▶ _Exercise goal_
Search the records below for the word "relative" and show every line where it occurs.
Segment Start: Data supplied
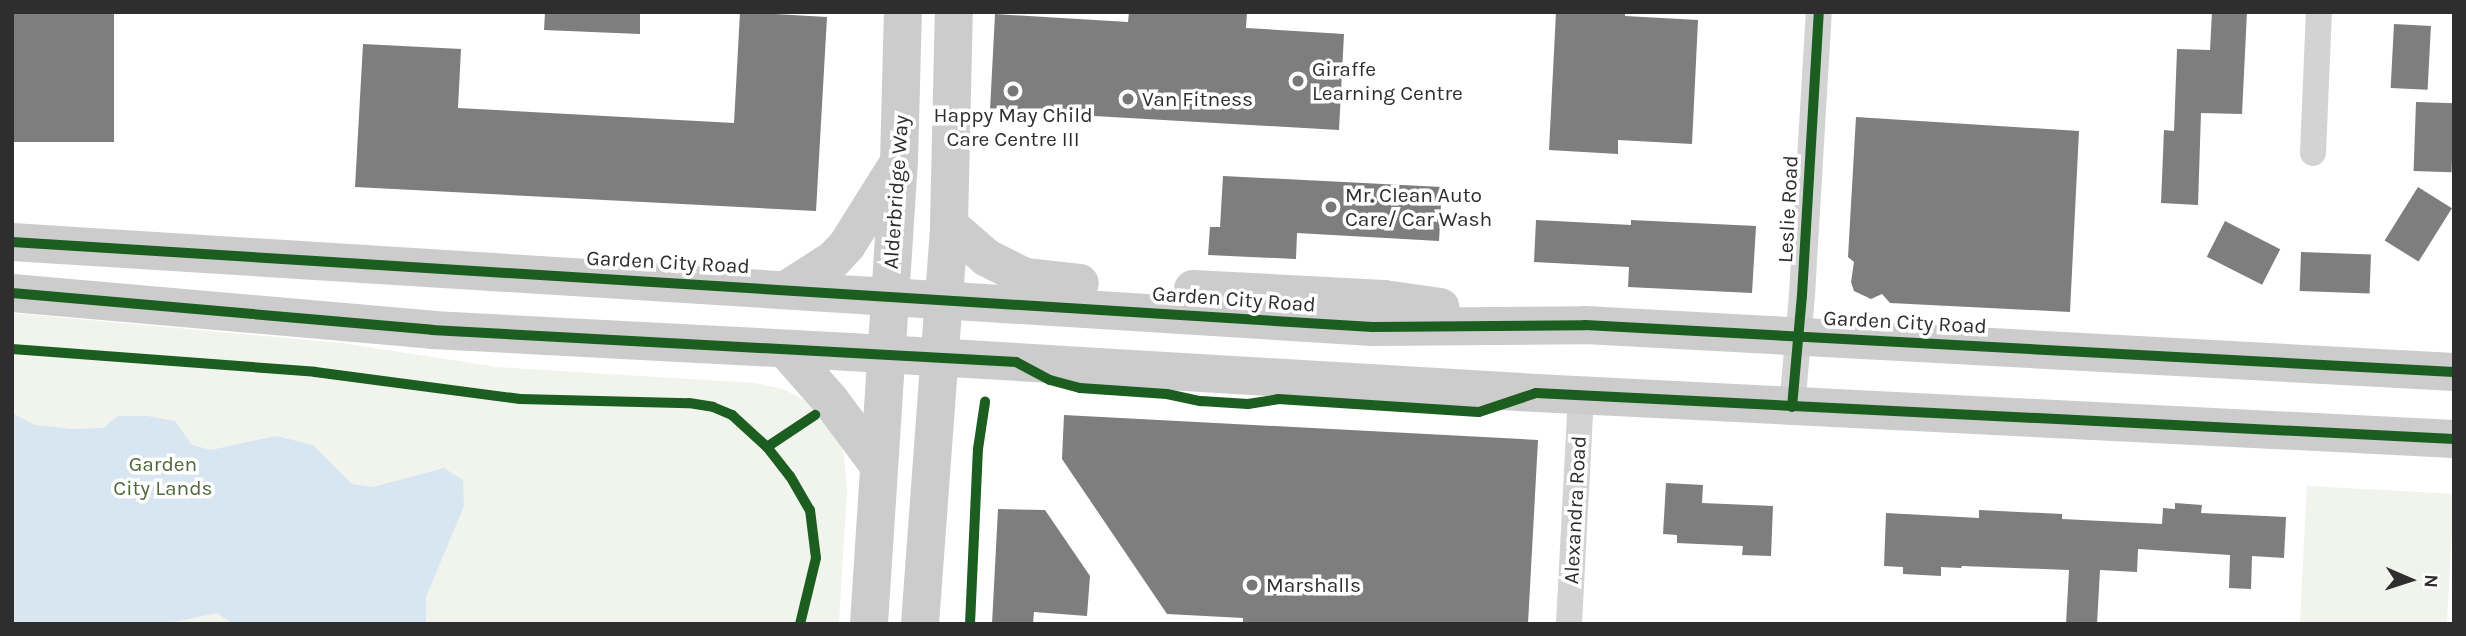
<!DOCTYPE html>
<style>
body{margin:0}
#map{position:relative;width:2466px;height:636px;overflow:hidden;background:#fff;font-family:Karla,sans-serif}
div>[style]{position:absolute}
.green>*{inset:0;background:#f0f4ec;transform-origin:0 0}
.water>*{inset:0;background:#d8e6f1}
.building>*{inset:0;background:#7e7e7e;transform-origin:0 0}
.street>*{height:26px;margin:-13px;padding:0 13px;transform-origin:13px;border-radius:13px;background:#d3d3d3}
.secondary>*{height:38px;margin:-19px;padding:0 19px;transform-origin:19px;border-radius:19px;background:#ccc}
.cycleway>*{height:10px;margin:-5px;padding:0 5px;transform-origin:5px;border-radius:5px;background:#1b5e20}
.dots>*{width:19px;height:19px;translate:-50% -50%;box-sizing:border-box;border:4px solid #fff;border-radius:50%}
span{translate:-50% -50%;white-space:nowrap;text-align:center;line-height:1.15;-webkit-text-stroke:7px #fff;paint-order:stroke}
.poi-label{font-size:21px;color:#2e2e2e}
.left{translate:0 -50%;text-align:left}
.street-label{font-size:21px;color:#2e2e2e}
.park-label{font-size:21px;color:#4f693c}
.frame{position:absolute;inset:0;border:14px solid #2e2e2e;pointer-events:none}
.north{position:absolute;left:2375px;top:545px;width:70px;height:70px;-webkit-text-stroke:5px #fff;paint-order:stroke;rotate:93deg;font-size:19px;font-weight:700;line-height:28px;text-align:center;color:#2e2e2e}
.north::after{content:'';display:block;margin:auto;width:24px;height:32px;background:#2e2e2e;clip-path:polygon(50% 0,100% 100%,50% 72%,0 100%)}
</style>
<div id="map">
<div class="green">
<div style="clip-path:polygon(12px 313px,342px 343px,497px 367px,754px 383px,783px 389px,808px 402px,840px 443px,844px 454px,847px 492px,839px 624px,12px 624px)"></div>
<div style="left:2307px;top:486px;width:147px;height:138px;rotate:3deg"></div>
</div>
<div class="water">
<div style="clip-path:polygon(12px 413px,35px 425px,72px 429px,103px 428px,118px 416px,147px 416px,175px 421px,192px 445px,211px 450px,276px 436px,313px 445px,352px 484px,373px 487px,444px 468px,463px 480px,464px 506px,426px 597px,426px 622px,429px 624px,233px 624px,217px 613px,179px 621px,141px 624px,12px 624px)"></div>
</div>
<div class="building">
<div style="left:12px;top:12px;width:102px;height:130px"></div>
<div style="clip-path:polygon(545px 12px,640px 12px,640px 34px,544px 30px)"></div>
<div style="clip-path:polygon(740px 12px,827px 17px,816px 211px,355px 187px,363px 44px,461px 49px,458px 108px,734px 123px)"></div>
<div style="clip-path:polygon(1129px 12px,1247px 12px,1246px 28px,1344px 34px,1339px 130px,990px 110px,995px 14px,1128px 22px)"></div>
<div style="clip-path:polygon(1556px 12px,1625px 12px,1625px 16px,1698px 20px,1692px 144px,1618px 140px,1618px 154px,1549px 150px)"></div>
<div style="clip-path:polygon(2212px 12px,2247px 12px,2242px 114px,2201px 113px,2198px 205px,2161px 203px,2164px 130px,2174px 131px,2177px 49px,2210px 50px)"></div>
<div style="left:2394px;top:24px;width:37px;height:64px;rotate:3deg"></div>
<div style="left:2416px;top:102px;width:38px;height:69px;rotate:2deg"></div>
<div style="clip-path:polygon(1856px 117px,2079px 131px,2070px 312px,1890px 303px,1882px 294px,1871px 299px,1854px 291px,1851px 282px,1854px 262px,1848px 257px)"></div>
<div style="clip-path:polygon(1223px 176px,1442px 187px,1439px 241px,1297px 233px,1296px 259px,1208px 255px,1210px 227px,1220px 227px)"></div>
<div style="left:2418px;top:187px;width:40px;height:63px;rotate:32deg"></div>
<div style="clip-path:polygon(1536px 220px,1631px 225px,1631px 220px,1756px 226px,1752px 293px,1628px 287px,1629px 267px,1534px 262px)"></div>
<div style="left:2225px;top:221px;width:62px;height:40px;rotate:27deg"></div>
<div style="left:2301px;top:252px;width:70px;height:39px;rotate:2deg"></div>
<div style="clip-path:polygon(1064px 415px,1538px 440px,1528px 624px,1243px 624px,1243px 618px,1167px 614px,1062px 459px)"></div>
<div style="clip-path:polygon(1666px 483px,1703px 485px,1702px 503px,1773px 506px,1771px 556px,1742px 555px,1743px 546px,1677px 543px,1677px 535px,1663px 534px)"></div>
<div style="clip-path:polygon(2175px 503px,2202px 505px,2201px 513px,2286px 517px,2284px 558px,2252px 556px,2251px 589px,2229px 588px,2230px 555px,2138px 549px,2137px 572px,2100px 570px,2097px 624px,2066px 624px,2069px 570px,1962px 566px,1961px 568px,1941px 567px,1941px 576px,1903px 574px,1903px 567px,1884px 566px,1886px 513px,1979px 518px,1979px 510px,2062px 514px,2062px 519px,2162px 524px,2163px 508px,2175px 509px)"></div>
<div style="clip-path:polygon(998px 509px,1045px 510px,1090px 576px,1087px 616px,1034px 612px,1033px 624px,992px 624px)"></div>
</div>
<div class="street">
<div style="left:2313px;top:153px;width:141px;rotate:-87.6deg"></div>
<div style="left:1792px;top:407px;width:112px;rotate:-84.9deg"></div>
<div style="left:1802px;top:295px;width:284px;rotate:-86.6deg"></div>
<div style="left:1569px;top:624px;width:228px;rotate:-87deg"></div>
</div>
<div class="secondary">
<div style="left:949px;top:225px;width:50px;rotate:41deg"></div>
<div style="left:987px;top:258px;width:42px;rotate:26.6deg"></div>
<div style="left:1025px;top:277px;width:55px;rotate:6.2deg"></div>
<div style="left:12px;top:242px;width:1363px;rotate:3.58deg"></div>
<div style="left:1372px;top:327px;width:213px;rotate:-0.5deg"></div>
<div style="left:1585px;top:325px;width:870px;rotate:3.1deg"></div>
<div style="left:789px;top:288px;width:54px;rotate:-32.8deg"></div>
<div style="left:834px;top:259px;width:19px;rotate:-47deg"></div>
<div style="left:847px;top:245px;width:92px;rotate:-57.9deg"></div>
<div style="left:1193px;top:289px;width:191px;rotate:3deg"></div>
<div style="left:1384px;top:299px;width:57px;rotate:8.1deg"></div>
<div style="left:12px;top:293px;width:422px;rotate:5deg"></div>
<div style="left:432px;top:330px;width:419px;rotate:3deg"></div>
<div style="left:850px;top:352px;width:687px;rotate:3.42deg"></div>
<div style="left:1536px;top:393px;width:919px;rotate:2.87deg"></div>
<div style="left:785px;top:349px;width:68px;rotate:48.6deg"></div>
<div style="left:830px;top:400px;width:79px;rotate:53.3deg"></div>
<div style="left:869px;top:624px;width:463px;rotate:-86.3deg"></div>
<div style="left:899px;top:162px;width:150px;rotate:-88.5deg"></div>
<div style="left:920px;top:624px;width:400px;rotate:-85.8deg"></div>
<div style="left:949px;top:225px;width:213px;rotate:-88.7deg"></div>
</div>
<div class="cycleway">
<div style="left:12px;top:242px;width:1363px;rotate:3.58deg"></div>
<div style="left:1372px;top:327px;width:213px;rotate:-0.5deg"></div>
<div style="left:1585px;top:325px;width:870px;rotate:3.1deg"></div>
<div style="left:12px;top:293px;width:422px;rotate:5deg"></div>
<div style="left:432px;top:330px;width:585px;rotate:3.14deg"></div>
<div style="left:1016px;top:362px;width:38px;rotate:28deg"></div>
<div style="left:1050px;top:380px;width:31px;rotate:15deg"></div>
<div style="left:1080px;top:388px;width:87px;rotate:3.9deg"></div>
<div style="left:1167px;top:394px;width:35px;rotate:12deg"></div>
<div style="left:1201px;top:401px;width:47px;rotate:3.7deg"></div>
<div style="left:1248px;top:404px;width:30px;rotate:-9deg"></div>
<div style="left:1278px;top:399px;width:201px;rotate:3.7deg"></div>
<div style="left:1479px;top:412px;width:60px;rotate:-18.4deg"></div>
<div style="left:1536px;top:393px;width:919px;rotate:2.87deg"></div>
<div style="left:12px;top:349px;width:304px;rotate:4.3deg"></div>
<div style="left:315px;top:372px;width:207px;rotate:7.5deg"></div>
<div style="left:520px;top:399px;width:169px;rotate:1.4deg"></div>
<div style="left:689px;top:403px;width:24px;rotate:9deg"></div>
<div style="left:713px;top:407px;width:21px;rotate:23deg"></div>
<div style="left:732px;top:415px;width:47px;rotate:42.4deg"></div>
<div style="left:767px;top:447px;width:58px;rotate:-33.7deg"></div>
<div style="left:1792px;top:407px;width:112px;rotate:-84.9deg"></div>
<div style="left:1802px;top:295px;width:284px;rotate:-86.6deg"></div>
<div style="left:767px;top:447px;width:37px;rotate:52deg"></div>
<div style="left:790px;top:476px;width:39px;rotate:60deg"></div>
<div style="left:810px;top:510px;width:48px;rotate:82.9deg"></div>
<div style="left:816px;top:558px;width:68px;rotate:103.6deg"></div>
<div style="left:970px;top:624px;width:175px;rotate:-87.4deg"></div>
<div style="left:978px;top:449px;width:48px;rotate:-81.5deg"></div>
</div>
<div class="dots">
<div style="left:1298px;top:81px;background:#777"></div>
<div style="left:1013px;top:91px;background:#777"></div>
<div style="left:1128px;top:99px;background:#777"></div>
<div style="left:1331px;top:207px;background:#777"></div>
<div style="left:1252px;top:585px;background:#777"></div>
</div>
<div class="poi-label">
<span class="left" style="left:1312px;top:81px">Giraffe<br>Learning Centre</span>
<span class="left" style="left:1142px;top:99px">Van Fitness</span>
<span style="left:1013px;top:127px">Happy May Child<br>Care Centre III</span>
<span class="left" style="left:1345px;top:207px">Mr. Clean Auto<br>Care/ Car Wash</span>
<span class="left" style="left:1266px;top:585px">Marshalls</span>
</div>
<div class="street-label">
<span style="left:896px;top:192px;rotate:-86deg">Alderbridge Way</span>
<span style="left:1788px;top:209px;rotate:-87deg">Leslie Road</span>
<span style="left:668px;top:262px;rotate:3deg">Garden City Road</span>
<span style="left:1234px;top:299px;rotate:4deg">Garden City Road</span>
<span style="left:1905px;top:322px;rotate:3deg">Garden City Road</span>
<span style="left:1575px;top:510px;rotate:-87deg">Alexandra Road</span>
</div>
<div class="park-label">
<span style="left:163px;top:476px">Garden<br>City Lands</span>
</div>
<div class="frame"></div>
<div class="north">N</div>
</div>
Segment End: Data supplied
Segment Start: Data supplied
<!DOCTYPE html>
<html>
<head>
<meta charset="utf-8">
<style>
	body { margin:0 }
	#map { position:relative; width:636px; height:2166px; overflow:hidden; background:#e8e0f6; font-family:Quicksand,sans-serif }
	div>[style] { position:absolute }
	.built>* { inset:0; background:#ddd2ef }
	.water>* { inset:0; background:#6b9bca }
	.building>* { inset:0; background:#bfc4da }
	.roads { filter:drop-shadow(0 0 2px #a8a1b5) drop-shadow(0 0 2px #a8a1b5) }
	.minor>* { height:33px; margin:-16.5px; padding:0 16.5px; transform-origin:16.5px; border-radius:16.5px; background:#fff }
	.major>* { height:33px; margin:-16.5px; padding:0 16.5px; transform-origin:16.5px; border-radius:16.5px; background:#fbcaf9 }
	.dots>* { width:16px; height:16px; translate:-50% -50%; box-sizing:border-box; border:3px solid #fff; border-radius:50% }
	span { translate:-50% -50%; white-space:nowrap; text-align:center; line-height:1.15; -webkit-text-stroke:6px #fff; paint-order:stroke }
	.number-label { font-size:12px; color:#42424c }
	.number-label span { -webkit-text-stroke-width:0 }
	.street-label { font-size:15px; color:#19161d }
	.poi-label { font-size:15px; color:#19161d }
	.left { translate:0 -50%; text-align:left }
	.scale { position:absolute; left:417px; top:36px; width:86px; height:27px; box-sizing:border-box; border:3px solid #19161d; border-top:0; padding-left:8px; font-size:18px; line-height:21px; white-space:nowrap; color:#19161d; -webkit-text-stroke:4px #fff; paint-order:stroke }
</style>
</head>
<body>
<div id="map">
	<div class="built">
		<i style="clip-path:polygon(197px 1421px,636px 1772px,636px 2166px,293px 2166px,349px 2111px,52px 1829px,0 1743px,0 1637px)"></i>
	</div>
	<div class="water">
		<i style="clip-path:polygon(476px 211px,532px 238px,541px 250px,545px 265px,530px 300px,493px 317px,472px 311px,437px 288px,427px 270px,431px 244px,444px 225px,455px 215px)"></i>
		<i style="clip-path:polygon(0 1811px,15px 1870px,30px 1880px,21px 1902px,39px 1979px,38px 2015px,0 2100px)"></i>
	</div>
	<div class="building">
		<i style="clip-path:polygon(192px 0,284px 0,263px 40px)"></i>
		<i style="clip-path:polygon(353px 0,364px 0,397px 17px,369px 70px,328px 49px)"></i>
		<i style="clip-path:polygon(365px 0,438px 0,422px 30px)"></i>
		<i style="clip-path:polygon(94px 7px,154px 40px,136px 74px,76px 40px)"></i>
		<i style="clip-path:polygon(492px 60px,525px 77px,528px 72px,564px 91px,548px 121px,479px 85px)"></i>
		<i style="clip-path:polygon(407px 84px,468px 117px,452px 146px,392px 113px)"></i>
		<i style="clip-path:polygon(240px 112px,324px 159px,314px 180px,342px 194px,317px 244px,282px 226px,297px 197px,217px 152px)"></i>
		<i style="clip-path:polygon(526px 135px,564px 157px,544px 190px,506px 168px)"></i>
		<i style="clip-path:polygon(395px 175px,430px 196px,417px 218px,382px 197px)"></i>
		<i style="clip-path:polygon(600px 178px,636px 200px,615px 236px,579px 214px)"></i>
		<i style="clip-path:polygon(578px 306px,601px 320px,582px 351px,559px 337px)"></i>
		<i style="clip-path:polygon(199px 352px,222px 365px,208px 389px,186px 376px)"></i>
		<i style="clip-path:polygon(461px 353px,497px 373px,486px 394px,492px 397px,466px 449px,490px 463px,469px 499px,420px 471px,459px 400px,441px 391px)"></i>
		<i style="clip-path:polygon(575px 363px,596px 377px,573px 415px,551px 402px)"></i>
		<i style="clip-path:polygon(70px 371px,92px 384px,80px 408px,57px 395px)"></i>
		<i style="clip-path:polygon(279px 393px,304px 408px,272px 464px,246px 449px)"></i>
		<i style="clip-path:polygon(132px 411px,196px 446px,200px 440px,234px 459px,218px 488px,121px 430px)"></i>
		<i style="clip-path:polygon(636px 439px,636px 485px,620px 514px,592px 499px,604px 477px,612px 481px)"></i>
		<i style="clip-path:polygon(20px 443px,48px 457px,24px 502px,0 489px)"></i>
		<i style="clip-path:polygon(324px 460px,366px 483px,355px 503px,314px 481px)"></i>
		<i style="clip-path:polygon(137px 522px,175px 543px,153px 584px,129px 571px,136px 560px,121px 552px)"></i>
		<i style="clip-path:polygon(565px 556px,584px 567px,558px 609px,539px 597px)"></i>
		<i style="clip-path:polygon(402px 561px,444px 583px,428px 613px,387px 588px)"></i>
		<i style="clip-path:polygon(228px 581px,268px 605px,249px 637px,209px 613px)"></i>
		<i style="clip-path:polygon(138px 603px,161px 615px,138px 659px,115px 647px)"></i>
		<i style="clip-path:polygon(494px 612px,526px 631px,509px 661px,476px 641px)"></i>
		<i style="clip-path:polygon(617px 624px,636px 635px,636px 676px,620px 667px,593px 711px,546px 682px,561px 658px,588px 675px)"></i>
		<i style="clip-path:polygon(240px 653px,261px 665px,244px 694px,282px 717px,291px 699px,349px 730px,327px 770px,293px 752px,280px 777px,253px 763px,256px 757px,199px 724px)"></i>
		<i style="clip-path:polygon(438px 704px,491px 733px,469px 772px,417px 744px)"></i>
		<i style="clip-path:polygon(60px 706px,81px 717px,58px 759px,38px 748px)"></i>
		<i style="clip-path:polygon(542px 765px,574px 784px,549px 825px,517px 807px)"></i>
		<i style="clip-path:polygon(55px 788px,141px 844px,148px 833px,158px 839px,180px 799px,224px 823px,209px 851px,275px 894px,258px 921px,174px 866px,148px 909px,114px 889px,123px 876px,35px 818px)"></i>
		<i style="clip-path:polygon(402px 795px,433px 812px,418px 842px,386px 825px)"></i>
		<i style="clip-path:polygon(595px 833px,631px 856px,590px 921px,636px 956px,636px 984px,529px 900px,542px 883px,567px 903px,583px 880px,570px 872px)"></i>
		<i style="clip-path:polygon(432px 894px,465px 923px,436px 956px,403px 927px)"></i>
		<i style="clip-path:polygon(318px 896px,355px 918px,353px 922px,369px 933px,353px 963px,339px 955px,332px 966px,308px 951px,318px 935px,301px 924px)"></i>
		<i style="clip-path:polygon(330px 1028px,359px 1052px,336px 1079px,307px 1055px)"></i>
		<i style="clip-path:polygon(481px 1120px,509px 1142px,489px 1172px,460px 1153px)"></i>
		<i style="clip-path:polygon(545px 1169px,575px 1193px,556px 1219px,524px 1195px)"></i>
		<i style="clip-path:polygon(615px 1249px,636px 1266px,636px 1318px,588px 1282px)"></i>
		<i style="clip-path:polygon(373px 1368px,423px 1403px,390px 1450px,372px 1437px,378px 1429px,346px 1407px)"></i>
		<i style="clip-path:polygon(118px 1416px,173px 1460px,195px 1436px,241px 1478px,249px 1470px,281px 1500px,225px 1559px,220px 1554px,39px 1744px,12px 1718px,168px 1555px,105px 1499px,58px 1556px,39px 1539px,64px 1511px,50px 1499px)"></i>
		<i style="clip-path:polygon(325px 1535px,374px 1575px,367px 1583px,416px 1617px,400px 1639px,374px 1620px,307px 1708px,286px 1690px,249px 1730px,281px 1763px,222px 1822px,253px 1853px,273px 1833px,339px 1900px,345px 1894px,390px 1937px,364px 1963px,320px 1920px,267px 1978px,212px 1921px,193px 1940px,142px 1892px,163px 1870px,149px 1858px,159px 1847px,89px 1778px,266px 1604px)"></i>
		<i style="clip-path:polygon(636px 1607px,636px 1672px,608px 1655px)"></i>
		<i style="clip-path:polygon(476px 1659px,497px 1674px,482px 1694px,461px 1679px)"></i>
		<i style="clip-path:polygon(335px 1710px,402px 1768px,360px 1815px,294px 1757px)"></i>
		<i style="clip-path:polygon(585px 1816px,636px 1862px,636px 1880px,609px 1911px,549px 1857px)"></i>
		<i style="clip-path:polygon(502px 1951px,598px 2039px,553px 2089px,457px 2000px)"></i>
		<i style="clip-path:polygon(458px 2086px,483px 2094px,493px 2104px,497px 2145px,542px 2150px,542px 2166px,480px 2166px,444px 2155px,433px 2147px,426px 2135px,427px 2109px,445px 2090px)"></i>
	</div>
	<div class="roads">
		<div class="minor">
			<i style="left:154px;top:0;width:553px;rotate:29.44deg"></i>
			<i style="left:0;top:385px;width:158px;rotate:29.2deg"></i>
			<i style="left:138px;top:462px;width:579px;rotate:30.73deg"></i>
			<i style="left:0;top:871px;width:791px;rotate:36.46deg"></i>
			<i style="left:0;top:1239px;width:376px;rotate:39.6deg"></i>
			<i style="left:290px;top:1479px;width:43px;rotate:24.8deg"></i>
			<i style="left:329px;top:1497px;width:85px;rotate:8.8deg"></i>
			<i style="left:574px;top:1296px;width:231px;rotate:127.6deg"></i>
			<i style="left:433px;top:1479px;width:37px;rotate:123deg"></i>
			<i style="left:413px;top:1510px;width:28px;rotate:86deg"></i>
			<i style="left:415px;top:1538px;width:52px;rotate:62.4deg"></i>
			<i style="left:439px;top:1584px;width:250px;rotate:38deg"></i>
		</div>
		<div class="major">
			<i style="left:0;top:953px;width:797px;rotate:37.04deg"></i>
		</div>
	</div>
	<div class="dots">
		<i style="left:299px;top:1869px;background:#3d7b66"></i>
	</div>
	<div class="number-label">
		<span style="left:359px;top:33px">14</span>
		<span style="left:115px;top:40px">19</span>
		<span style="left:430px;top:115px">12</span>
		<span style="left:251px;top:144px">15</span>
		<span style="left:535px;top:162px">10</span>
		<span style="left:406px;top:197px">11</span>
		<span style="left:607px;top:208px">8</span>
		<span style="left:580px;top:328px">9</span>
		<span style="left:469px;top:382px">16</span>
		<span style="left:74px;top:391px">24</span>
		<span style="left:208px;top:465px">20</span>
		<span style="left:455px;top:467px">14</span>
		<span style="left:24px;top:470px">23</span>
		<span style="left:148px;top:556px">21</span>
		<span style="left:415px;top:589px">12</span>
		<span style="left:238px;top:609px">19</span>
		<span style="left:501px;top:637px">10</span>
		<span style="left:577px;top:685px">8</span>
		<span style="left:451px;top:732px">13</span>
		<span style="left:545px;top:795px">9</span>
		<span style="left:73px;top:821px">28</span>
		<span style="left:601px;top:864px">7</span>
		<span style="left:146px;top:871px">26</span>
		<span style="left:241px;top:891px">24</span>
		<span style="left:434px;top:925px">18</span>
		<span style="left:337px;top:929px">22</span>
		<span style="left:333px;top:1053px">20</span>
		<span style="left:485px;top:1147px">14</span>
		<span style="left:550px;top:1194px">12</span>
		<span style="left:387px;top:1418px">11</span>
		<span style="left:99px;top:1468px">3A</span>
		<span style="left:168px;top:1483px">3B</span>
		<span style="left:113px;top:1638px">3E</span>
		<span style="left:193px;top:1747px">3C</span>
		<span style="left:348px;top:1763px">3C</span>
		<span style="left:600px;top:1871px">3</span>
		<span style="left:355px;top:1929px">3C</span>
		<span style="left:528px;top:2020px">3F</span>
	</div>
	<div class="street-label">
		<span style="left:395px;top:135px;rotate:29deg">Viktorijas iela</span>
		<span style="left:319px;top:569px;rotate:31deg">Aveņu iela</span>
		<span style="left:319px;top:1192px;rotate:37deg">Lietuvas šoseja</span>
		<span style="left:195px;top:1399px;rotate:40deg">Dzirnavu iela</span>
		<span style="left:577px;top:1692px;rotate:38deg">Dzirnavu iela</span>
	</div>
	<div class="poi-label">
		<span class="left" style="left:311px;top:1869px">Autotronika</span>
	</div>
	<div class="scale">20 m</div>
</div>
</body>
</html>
Segment End: Data supplied
▶ _Result of the exercise_
#map{position:relative;width:2466px;height:636px;overflow:hidden;background:#fff;font-family:Karla,sans-serif}
	#map { position:relative; width:636px; height:2166px; overflow:hidden; background:#e8e0f6; font-family:Quicksand,sans-serif }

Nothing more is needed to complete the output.